I’ve long wanted to visit Japan, but haven’t made it there yet (unless you could a connection at Narita, where I bought some Suntory Japanese whiskey). So, when a friend needed a place to host a Japanese party to cook traditional okonomiyaki, I happily volunteered.
Wikipedia says okonomiyaki is made of two Japanese words, meaning “what you like” and “grilled.” It’s a bit like a giant pancake, where the batter is mixed with various ingredients: cabbage, pork, bacon, octopus… whatever you like!
Here’s a shot of the batter, just beginning to cook:
That’s a variant with octopus chunks. It was very tasty. Thanks to the German gentlemen who sliced the octopus. This is not easy, as it’s quite slippery. Another tip if you are looking to buy octopus or squid in Germany: they are both often called Tintenfisch (inky fish). So, make sure you know which one you’re getting. Long, tubular body with small tentacles = squid, small body with long tentacles replete with big suckers = octopus.

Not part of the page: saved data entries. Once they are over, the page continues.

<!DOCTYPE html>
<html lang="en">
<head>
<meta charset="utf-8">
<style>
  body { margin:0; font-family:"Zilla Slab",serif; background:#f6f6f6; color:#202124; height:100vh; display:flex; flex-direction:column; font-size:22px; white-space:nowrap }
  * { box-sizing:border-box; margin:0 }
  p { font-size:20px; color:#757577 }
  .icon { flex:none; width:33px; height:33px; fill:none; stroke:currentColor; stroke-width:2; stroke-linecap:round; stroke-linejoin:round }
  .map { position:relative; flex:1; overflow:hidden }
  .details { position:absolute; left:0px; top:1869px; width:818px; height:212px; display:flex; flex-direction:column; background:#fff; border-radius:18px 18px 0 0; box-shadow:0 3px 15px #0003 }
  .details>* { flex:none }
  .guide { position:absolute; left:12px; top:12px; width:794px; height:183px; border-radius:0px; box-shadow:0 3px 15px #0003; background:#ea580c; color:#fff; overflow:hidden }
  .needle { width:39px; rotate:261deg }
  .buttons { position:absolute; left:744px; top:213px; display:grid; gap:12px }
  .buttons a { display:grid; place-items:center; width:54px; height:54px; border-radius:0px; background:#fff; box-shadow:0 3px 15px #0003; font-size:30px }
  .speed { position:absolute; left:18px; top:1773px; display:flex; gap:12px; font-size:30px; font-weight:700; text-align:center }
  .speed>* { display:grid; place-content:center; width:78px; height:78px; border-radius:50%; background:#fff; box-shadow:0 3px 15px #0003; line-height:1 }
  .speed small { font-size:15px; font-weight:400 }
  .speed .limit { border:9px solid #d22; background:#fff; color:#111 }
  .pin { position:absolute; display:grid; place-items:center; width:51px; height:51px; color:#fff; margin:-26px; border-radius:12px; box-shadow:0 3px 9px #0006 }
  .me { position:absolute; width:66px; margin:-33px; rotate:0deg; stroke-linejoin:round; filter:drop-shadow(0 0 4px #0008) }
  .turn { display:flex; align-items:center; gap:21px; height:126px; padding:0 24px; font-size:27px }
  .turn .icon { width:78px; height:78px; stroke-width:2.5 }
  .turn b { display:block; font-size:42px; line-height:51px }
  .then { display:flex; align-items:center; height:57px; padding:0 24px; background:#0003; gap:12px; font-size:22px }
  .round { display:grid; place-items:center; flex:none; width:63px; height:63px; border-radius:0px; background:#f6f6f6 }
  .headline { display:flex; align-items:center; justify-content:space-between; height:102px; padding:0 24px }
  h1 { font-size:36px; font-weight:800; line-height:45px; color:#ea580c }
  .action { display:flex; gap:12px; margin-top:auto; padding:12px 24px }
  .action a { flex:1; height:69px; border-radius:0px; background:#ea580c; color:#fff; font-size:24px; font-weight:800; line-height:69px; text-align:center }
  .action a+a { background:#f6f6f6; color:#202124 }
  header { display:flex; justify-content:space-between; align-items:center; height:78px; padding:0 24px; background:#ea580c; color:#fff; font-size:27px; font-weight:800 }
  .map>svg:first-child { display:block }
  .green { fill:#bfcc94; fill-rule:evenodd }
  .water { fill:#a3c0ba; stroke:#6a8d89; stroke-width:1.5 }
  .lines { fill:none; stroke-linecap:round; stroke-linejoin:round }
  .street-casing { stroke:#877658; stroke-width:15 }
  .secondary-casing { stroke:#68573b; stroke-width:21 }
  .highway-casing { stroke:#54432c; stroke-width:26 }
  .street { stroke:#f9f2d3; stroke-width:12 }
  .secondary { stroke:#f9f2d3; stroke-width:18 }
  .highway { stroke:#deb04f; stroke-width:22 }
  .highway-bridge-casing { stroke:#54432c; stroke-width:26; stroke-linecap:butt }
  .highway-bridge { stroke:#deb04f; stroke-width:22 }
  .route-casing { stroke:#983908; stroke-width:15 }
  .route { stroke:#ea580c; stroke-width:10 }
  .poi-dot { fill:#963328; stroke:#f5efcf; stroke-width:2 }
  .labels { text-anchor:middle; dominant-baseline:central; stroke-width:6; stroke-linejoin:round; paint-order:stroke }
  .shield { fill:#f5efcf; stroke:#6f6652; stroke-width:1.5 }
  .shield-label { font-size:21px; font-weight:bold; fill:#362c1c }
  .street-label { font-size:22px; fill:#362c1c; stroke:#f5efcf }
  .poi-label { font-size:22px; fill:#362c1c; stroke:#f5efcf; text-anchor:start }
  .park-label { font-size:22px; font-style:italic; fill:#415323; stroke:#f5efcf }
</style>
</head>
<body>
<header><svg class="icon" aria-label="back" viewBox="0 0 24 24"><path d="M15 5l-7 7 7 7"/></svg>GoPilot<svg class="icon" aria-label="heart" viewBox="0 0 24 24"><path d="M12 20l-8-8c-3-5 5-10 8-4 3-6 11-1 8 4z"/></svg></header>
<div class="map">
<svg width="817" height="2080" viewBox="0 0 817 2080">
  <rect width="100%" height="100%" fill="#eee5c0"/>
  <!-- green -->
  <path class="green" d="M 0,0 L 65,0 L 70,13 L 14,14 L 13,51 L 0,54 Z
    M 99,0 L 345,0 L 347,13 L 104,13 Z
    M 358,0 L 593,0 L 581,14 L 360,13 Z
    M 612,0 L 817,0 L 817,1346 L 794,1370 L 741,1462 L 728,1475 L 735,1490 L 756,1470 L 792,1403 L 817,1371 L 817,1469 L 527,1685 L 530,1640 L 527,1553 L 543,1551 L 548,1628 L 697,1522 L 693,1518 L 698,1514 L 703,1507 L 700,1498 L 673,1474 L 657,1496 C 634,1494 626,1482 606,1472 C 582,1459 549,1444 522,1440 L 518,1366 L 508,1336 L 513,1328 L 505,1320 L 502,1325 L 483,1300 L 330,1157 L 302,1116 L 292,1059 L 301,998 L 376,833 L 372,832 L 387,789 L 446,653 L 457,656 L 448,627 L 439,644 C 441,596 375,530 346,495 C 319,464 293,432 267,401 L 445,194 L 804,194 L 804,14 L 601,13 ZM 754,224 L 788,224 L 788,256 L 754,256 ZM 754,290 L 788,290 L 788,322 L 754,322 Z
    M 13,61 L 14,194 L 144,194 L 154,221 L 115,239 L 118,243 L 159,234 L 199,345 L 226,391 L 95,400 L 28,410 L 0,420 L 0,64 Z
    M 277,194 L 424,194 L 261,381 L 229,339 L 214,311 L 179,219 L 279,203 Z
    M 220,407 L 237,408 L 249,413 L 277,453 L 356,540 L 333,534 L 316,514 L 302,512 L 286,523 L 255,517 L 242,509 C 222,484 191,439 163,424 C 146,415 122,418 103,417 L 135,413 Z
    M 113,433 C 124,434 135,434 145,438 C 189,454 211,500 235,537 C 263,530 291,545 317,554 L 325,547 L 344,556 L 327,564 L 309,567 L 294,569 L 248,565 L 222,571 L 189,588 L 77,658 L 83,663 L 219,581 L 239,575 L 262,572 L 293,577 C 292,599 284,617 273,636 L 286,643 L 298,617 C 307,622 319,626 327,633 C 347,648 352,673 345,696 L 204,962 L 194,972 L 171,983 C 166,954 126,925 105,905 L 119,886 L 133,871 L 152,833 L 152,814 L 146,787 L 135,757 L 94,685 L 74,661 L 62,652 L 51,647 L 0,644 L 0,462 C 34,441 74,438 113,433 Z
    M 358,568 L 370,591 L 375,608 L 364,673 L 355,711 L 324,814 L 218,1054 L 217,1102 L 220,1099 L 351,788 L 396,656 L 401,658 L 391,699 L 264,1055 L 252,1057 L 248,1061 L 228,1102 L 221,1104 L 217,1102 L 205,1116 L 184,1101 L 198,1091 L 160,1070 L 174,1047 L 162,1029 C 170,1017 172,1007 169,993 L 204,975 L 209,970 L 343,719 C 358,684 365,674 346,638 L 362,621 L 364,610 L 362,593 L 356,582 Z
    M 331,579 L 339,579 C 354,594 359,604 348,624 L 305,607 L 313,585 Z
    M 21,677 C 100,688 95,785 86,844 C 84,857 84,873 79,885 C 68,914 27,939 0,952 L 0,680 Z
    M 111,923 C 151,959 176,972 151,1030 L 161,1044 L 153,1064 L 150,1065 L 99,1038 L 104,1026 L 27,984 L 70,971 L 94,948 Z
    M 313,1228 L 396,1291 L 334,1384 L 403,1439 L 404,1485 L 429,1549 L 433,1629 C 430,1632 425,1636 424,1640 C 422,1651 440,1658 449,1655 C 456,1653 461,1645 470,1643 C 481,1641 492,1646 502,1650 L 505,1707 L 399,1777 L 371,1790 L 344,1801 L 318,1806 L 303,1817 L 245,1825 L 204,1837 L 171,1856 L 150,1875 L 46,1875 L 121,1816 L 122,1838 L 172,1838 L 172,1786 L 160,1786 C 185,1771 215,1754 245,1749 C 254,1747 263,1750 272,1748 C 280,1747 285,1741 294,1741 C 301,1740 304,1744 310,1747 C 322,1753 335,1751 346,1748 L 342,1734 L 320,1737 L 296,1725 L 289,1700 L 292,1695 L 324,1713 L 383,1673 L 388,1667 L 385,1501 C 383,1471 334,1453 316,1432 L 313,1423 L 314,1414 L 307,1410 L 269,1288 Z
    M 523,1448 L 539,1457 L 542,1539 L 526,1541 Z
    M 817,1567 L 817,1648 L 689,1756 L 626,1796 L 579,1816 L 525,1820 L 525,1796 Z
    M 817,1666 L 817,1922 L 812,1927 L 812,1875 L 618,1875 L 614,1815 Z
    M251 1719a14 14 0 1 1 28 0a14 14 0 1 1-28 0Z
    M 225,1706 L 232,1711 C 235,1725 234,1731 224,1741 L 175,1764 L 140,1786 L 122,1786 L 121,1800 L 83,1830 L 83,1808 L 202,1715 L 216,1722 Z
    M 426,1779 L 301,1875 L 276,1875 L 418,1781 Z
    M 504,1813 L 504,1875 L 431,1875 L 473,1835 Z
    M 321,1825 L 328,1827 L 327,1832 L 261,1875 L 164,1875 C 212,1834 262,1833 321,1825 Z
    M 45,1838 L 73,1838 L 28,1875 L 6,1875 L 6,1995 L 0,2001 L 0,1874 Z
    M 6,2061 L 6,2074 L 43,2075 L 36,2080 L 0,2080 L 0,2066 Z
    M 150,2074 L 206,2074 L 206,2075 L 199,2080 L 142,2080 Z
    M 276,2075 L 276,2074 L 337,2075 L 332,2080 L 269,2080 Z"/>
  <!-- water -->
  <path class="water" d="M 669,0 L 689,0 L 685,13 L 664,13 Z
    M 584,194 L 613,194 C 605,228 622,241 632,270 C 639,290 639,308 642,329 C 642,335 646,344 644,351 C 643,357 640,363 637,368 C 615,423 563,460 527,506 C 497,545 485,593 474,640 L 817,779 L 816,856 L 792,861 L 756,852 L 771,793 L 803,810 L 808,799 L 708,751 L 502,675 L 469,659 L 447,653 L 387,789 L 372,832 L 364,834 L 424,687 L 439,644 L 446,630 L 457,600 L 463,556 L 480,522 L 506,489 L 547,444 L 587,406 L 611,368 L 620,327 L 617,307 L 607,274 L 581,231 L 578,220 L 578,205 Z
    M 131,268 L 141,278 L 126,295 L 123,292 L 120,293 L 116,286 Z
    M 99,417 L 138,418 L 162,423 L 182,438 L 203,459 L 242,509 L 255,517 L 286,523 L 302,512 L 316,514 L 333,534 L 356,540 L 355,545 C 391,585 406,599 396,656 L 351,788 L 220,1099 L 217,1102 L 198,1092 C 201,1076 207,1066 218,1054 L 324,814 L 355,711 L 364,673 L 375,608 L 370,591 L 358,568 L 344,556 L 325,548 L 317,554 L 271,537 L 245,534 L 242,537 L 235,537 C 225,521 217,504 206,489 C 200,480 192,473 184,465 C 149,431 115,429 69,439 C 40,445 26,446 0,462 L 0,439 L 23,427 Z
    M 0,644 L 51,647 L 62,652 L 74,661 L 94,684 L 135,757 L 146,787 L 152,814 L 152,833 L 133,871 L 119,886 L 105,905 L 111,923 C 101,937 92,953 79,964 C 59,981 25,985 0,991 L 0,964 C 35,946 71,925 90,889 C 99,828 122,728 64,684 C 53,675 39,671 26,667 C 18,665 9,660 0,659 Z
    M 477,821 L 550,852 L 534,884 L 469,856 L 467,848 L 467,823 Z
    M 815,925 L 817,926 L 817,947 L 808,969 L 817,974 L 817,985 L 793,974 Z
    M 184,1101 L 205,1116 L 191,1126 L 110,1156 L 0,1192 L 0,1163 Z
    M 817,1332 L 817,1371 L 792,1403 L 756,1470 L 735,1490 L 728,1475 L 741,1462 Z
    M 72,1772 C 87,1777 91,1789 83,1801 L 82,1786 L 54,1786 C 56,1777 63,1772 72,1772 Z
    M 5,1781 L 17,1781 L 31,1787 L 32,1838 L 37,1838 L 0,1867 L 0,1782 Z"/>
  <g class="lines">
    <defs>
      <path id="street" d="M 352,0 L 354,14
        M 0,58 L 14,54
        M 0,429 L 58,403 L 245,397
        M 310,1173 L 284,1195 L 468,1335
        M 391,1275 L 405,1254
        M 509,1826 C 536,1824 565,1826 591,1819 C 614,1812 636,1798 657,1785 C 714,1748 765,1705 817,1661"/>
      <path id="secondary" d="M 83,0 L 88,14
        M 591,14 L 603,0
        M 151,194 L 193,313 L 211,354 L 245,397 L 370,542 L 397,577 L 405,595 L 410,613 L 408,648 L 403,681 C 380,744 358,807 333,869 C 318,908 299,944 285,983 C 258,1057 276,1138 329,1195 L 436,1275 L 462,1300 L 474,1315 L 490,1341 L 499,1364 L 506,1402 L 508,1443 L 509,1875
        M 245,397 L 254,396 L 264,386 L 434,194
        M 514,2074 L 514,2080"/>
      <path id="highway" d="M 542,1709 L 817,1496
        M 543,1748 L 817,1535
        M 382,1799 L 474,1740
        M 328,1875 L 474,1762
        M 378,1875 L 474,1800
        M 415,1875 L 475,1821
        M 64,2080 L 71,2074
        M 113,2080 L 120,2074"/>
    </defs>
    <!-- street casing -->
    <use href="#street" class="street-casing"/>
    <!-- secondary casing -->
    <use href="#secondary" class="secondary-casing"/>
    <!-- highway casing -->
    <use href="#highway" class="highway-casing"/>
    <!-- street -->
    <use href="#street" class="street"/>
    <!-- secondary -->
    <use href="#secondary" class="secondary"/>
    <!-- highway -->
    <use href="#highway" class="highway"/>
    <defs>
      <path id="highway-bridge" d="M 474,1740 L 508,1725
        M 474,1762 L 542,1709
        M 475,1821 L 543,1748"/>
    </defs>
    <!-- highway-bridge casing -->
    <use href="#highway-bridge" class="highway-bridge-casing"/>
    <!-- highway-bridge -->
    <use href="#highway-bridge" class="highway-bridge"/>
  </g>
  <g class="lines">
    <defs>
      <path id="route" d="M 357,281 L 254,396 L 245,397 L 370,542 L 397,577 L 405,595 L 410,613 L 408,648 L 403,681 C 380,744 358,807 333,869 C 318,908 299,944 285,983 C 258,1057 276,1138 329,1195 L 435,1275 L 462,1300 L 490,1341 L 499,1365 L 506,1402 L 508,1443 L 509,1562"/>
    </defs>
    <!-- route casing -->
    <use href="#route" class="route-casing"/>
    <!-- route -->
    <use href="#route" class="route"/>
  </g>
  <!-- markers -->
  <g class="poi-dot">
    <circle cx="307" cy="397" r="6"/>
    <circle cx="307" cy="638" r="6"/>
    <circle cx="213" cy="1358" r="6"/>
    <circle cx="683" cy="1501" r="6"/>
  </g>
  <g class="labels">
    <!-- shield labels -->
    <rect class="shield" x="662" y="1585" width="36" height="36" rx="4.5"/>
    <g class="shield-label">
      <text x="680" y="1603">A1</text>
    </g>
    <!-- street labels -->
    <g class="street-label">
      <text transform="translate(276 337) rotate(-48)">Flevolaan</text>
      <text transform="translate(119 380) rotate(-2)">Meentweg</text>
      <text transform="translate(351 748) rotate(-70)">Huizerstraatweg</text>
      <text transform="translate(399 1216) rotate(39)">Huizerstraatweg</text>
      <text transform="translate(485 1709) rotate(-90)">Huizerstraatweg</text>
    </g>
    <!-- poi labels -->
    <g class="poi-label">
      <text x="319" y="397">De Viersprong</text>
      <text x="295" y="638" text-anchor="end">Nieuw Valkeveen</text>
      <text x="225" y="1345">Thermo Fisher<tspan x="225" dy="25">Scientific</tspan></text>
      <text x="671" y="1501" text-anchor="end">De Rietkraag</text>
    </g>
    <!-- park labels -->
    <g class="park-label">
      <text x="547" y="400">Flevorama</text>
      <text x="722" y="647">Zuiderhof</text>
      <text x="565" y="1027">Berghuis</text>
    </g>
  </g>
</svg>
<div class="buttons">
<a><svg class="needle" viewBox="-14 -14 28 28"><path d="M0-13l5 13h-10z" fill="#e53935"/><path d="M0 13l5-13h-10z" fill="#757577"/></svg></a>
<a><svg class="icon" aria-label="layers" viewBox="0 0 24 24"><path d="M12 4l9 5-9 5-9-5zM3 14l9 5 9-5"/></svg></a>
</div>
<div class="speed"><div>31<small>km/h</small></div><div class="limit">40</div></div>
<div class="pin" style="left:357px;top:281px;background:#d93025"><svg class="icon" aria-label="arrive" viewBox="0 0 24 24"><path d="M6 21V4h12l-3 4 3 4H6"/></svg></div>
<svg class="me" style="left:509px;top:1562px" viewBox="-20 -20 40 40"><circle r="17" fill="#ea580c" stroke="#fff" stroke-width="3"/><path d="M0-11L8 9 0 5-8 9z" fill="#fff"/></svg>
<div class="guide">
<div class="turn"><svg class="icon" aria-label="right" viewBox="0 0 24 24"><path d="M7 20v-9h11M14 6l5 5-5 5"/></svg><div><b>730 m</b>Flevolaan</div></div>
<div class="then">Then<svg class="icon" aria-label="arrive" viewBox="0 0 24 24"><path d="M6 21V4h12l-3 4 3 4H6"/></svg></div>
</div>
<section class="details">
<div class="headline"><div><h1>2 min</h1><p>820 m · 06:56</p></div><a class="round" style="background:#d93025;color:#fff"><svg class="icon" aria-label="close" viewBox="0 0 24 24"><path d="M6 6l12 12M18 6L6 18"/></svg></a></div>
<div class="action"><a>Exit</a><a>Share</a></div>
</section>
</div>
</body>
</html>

Here’s a shot of the whole process:
I couldn’t decide if the octopus or bacon okonomiyaki was better. Then I remembered how much I love bacon…
At last, the finished and garnished okonomiyaki. It’s traditionally doused with barbecue sauce, mayonnaise, seaweed flakes, and fish flakes, as I understand.
We sliced it into pieces before devouring it with chopsticks. I’m curious how it’s eaten in Japan: with the fingers? Or, is it broken into bits with chopsticks? It doesn’t seem possible to pick up the whole thing at once with the sticks, though I’m only a Western chopstick expert, not a native user.
Here’s the recipe from our Japanese master cook, Nina:
- At first, we need to prepare wheat flour (405), water, egg, cabbage, and oil. In addition, add some favorite cooking ingredients such as cheese, pork, Dashi-no-moto, etc. It may be a good idea to customize your okonomi-yaki with octopus and squid, beef, or garlic.
- Important: have to mix flour and water before adding other ingredients.
- Don’t forget to add some oil in the frying pan!
- Cook with a very low heat. Put sliced meat on top of the okonomiyaki. If you don’t use any sliced meat, it’s a good idea to put a lid over the pan to aid in cooking.
- Flip it over (with 2 spatulas if needed). It’s finished when the second side is cooked through. Try it with your favorite sauce!
And here’s a recipe with proportions (though mine was made by an authentic Japanese expert, so I cannot vouch for this recipe 100%): Okonomiyaki recipe
If you’re a Japanese food & culture lover, you’ve got to try this dish! Even though I’ve never yet been there, I felt as if I were in Hiroshima at a traditional restaurant eating this famous Japanese food. Enjoy!